--- Problem statement ---
Present each line of the entries below that holds the word "white".

(Records from a data source)
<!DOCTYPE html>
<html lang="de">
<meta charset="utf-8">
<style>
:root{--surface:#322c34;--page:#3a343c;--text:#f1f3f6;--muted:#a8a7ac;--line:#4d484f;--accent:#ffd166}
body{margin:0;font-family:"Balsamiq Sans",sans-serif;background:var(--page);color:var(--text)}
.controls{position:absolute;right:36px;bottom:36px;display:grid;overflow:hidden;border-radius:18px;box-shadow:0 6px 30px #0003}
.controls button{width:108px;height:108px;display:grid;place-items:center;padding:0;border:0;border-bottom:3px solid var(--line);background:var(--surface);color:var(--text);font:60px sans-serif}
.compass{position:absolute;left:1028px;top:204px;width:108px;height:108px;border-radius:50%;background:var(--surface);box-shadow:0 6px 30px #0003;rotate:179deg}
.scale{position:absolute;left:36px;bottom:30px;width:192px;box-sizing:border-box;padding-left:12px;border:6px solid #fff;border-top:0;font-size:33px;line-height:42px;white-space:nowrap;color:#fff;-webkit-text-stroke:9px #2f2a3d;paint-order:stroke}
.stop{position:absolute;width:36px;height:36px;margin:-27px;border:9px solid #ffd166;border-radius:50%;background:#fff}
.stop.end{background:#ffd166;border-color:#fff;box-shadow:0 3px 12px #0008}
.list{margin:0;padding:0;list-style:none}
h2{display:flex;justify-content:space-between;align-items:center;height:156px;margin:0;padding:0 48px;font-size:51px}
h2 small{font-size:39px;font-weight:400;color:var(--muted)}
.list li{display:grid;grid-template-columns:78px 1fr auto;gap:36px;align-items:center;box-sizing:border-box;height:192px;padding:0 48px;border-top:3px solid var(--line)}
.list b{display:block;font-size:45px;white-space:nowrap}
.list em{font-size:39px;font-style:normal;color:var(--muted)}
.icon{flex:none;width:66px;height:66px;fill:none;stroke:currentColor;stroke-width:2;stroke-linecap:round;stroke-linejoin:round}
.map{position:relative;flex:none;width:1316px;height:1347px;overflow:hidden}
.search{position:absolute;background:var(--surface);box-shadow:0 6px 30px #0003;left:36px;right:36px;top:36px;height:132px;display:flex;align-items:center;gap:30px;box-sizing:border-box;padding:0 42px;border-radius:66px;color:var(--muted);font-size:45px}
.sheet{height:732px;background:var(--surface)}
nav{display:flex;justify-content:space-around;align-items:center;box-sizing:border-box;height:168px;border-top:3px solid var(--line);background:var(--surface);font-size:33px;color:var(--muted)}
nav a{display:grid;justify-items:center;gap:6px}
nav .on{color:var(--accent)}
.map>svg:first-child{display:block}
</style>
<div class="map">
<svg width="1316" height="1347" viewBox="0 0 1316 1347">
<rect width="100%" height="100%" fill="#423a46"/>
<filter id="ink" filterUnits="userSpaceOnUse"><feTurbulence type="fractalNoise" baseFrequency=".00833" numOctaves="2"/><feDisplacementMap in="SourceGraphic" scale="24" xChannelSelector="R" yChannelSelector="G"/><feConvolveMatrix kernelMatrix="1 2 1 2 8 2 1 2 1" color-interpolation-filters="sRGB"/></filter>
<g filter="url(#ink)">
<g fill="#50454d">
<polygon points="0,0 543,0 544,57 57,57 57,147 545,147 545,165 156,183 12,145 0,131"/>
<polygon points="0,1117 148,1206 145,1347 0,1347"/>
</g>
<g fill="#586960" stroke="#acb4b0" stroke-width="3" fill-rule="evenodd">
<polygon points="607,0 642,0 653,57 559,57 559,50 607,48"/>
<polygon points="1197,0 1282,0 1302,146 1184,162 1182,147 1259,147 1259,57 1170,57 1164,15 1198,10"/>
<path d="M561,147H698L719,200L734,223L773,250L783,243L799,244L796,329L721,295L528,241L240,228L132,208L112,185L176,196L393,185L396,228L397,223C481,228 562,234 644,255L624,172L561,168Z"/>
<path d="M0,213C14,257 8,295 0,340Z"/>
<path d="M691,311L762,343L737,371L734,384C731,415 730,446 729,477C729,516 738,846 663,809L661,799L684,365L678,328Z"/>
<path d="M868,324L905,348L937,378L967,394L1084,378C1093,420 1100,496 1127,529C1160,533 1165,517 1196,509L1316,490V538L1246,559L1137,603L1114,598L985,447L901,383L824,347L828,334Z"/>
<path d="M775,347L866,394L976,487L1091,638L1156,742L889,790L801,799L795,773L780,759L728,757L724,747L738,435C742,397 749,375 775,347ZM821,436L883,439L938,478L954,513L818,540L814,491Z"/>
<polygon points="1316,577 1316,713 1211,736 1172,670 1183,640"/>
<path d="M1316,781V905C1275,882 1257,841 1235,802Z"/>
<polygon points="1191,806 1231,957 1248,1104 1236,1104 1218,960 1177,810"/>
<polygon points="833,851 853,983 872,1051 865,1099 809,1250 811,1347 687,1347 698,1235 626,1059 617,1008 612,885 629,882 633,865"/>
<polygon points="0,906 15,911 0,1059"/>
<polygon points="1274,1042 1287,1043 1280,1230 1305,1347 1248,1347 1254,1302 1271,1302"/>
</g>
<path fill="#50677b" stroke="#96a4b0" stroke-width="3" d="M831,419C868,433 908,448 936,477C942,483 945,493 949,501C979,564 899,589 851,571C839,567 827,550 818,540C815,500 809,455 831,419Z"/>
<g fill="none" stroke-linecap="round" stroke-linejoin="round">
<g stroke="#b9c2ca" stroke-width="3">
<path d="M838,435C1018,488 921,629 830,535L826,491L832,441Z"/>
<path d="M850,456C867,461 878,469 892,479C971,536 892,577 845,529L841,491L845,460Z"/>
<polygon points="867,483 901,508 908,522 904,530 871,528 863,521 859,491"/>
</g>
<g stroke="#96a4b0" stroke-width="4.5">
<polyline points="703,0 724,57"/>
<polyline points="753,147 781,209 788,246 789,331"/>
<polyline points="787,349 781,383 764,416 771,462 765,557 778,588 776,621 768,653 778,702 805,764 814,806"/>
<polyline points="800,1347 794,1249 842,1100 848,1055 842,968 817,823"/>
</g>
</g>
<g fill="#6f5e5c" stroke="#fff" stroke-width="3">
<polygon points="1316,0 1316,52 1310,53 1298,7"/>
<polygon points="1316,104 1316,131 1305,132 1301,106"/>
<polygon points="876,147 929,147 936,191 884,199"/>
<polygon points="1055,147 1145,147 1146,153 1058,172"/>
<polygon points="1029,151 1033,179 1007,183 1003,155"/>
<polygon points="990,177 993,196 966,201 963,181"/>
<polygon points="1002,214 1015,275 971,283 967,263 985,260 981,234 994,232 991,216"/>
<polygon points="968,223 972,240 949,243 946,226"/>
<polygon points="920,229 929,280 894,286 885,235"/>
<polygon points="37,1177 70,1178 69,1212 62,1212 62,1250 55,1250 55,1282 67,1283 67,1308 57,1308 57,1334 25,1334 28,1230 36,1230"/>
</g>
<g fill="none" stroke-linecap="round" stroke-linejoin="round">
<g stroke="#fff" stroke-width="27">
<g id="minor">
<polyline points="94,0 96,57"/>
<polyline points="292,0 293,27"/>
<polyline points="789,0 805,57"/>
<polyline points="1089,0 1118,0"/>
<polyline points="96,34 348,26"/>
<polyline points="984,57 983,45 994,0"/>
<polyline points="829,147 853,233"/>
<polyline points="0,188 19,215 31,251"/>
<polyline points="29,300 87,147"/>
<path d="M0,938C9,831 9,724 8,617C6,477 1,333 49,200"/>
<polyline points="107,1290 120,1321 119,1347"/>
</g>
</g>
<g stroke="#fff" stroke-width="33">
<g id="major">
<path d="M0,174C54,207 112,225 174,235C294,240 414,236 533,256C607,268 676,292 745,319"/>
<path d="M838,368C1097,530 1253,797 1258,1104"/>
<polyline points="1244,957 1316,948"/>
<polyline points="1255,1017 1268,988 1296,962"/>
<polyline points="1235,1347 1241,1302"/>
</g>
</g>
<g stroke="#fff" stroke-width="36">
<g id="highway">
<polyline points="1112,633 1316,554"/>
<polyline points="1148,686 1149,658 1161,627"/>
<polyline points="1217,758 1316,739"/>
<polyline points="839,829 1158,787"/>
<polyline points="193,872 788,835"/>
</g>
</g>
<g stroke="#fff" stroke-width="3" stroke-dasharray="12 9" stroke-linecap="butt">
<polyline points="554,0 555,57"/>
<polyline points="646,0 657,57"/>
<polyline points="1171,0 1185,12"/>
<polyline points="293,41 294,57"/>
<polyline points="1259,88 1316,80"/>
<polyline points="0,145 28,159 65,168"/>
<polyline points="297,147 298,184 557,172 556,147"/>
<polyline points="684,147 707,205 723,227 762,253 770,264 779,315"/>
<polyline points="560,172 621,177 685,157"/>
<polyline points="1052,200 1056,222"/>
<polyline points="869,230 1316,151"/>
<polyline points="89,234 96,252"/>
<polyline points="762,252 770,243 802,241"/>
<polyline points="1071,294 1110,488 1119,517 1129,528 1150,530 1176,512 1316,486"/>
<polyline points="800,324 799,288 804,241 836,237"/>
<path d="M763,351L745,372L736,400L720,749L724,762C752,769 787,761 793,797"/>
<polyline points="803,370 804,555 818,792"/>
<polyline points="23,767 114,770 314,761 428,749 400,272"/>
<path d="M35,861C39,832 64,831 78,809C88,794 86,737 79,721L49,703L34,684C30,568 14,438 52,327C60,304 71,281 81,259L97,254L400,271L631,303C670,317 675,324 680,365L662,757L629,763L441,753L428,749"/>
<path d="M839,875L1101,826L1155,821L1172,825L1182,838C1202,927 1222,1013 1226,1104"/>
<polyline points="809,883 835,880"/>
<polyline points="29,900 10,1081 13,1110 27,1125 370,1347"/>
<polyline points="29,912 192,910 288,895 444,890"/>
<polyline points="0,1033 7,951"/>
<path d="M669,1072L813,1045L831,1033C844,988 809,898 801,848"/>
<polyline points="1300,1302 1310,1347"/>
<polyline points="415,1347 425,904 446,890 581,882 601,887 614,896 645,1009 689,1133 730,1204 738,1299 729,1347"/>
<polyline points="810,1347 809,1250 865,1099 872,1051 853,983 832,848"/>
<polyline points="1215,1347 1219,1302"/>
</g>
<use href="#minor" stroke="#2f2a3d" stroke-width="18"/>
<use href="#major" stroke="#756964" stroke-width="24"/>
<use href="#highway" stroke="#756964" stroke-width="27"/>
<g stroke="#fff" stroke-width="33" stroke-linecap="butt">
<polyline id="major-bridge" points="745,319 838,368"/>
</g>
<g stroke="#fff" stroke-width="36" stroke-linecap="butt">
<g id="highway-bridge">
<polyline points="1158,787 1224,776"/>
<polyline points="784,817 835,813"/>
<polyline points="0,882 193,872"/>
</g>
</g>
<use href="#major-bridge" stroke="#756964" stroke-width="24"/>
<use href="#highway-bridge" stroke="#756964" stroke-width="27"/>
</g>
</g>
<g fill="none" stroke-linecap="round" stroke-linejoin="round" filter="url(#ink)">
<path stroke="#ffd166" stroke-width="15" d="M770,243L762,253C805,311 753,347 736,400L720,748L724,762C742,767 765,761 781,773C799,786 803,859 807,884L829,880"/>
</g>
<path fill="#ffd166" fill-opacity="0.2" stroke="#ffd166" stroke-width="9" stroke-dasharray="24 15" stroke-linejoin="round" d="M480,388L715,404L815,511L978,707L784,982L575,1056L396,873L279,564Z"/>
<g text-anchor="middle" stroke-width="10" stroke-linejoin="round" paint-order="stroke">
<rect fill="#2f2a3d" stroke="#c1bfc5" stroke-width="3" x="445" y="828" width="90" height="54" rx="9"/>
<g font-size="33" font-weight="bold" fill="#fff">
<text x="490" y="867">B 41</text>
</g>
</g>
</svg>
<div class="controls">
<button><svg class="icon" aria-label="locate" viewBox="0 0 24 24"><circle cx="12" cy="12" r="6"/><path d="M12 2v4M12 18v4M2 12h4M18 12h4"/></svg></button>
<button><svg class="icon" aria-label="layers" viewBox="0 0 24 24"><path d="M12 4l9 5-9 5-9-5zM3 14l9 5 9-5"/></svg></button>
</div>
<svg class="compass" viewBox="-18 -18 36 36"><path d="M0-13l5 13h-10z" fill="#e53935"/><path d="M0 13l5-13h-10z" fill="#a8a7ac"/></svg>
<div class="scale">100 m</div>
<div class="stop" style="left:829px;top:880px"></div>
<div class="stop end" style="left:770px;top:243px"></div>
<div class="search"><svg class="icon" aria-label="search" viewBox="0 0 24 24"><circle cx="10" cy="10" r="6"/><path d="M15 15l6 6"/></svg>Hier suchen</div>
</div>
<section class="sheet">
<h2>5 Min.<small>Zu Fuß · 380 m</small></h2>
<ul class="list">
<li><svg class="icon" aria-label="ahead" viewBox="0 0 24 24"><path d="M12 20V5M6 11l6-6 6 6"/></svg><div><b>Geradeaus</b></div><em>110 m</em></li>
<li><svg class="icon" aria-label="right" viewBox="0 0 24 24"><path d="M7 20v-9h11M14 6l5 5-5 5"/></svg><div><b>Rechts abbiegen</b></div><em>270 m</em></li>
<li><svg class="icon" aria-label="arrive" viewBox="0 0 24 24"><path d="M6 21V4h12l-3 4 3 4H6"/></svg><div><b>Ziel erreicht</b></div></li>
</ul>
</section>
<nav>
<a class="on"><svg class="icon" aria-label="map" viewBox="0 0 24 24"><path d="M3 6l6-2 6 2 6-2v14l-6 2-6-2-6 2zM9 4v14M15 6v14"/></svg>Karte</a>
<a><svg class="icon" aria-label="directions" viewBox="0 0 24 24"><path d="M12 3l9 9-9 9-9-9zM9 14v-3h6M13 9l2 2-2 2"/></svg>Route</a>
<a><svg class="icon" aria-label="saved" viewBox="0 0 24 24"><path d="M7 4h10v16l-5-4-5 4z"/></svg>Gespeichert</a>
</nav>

--- Output ---
.scale{position:absolute;left:36px;bottom:30px;width:192px;box-sizing:border-box;padding-left:12px;border:6px solid #fff;border-top:0;font-size:33px;line-height:42px;white-space:nowrap;color:#fff;-webkit-text-stroke:9px #2f2a3d;paint-order:stroke}
.list b{display:block;font-size:45px;white-space:nowrap}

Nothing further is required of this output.